Therefore, in view of the deficiencies in the prior art, the applicants of the present application developed the present invention “POWER DEVICE AND MANUFACTURING METHOD THEREOF” to overcome the disadvantages of conventional technologies. The descriptions of the present invention are as follows:

2 FIG. As mentioned above, the main reason for high RDS(on) in standard Dmos Power MOSFET is the high contribution of the drift region, which can be improved by the implementation of the super junction technology. Originally proposed by Shozo Shirota and Shigeo Kaneda at Osaka University in 1978, this technology is to create a deep low-doped P-pillar region below the P-body region. This P-doped silicon pillar had the function to make a balancing charge between the P-pillar and the drift layer region. This balancing effect will temporarily reduce the drift layer doping concentration and allow the structure to sustain higher voltage without reducing the real drift layer concentration. That is, this low-doped P-pillar region can balance the N-type doping concentration in the adjacent drift region, so that the N-type doping concentration in the drift region is temporarily reduced when the device is turned off. Compared with the traditional structure, the reduced N-type concentration will enable the drift region to withstand a higher breakdown voltage when the device is turned off, and return to normal concentration when the device is turned on, which facilitates a lower RDS(on). In contrast to the conventional structure, it is not necessary to intentionally reduce the N-type doping concentration of the drift region during device manufacturing in order to increase the breakdown voltage, which ultimately results in an increase in RDS(on). On average, the RDS(on) of the new structure is reduced by about 30% to 40%. As shown in, after adopting the new structure, the contribution of the drift layer to RDS(on) has significantly decreased.

Although super junction technology is mature and widely used in silicon power devices, SiC is a material completely different from silicon. Therefore, different techniques must be used to form a super junction structure using SiC. When making P-pillar regions with silicon materials, the material to be doped can be slowly introduced by thermal diffusion through a high-temperature process, or implanted using an ion implanter.
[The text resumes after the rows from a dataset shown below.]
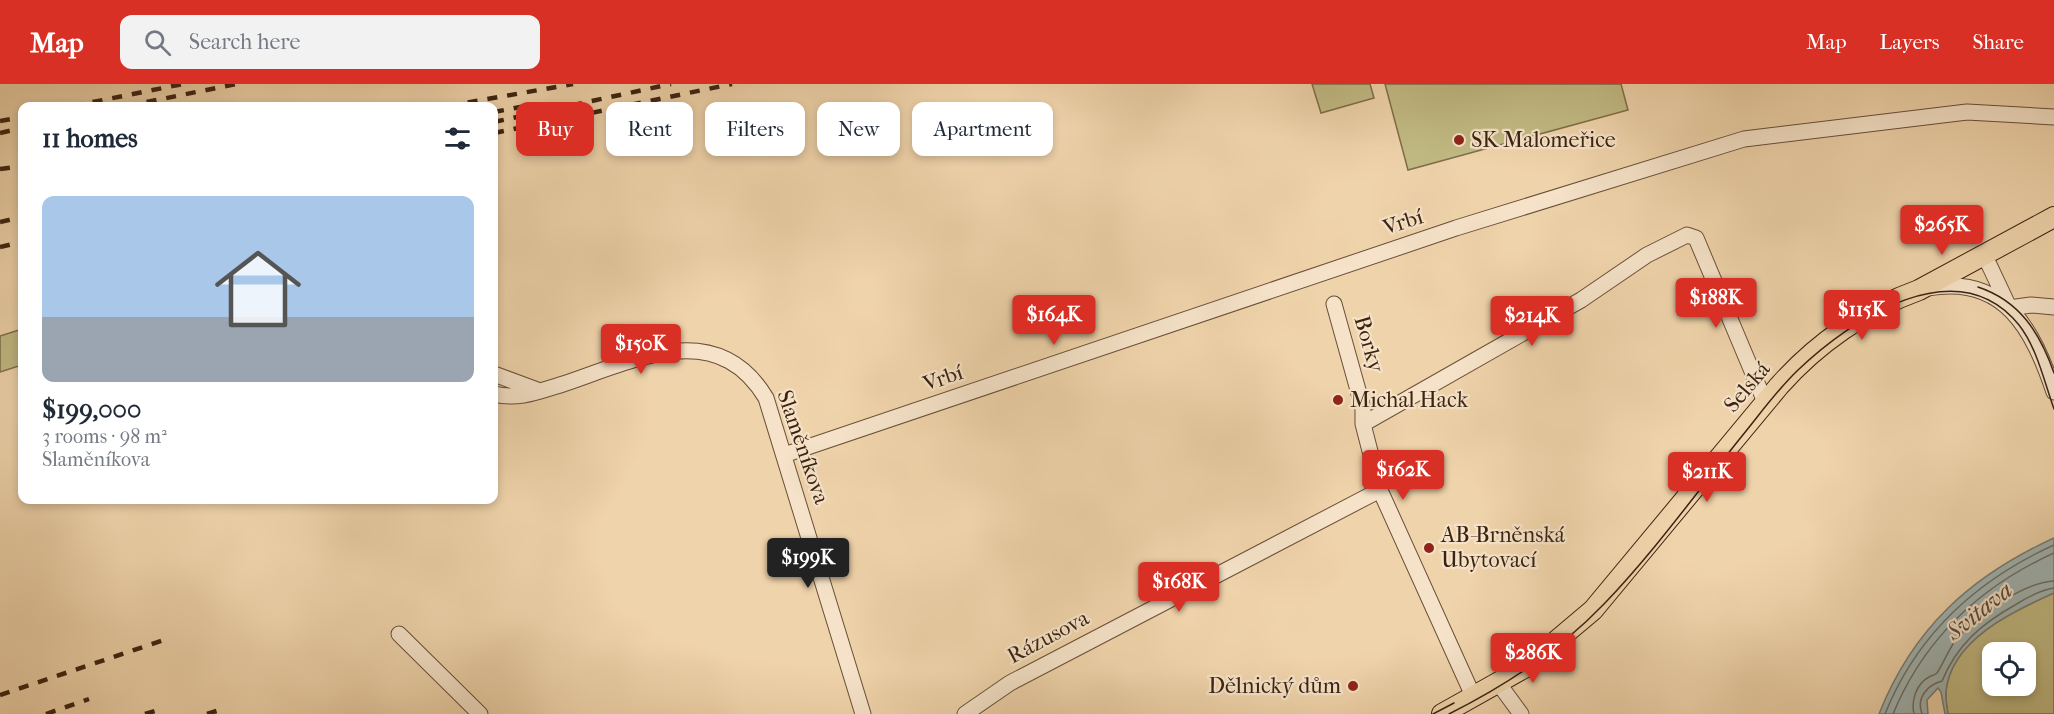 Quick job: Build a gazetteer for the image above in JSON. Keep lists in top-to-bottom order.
{
  "streets": {
    "main road": ["Selská"],
    "street": [
      "Vrbí",
      "Borky",
      "Slaměníkova",
      "Rázusova"
    ]
  },
  "crossings": [
    ["Vrbí", "Slaměníkova"],
    ["Borky", "Selská"],
    ["Borky", "Rázusova"]
  ],
  "water": ["Svitava"],
  "places": [
    "SK Malomeřice",
    "Michal Hack",
    "AB-Brněnská Ubytovací",
    "Dělnický dům"
  ],
  "page": {
    "header": "Map",
    "search": "Search here",
    "nav": ["Map", "Layers", "Share"],
    "chip": [
      "Buy",
      "Rent",
      "Filters",
      "New",
      "Apartment"
    ],
    "heading": "11 homes",
    "list": [
      {
        "name": "$199,000",
        "note": "3 rooms · 98 m² · Slaměníkova"
      }
    ],
    "price": [
      "$265K",
      "$188K",
      "$115K",
      "$164K",
      "$214K",
      "$150K",
      "$162K",
      "$211K",
      "$199K",
      "$168K",
      "$286K"
    ]
  }
}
In contrast, due to the material properties of SiC, it is almost impossible to introduce dopants by thermal diffusion, and dopants can only be implanted by forced injection using an ion implanter. In order to realize the super junction P-pillar region structure, multiple implantations with different energies are required for SiC, and the maximum implant energy range needs to reach 0.5 MeV to 12 MeV. Apparently, there are many process problems to be overcome in such high-energy processing, such as the selection of mask materials during selective implantation. Specific structures and processes can achieve such high-energy processing. This disclosure provides a detailed explanation of how to build a power MOSFET in SJ technology.

Due to its crystalline structure, SiC is not suitable for thermal diffusion doping. Instead, dopants are introduced into SiC exclusively through high-energy ion implantation. To form the deep P-type pillars for an SJ structure in SiC, multiple ion implantations at varying energies, ranging from 0.5 MeV to 12 MeV, are required. This high-energy process introduces several technical challenges, including the need for specialized implantation masks. This disclosure provides a detailed explanation of the methods to fabricate a power MOSFET using SJ technology and SiC material.

In one aspect, the present invention provides a method for manufacturing a semiconductor device for forming a super junction (SJ) structure on a silicon carbide substrate. The method includes the following steps. A heavily doped semiconductor substrate is provided. An epitaxial layer is then grown on the heavily doped semiconductor substrate. A first insulating layer is deposited on the epitaxial layer, followed by the deposition of a metal seed layer on the first insulating layer. A photoresist layer is deposited on the metal seed layer. The photoresist layer includes a first portion and a second portion. The first portion of the photoresist layer is removed, while the second portion is left on the metal seed layer. A metal mask layer is formed on the metal seed layer by using either an electroplating process or a chemical coating process. After the metal mask layer is formed, the remaining second portion of the photoresist layer is removed. A first ion implantation of P-type dopants is then performed on the epitaxial layer. As a result of the first ion implantation, the epitaxial layer comprises a low-doped first carrier region and a second carrier region. The low-doped first carrier region includes a first epitaxial region and a second epitaxial region, beyond coverage by the metal mask layer. The second carrier region is indirectly covered by the metal mask layer. That is, the second carrier region is located beneath the area covered by the metal mask layer.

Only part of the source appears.